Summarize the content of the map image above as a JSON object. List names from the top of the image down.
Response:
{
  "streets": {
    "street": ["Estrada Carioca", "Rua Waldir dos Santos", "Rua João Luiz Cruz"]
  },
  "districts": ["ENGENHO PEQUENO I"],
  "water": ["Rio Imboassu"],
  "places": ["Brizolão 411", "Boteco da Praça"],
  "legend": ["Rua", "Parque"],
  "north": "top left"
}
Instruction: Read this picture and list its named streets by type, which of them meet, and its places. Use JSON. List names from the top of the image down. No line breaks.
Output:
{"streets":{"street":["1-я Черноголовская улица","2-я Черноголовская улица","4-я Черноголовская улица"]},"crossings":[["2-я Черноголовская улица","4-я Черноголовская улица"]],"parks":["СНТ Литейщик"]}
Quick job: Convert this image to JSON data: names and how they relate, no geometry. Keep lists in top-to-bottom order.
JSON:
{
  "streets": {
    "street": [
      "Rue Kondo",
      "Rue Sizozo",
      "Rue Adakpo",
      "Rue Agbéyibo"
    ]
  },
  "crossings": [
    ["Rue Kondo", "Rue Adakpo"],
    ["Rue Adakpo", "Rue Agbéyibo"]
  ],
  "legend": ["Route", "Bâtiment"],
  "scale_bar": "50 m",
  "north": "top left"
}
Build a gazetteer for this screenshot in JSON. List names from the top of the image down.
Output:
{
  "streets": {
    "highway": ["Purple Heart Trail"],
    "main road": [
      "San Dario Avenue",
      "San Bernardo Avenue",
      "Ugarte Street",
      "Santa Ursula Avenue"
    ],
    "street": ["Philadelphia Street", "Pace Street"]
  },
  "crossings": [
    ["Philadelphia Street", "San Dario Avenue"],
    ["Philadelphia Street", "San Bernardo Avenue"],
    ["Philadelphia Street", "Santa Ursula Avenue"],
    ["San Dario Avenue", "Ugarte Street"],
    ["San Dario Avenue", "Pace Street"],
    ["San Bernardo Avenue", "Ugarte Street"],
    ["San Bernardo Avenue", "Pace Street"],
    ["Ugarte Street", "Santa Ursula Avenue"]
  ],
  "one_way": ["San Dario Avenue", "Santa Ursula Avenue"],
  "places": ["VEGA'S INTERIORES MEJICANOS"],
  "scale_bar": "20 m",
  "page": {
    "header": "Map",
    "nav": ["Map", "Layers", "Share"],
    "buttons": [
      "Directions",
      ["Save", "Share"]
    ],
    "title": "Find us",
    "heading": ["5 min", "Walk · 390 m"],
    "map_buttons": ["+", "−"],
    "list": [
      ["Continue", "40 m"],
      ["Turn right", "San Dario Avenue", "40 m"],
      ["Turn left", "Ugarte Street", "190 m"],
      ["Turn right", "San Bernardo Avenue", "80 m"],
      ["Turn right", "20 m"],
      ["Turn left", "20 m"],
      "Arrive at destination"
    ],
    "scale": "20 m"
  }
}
+++
--- ACTIVITY ---
Every line in the entries that contains the word "image" should be counted, and the total stated alone.

--- EXERCISE OUTPUT ---
4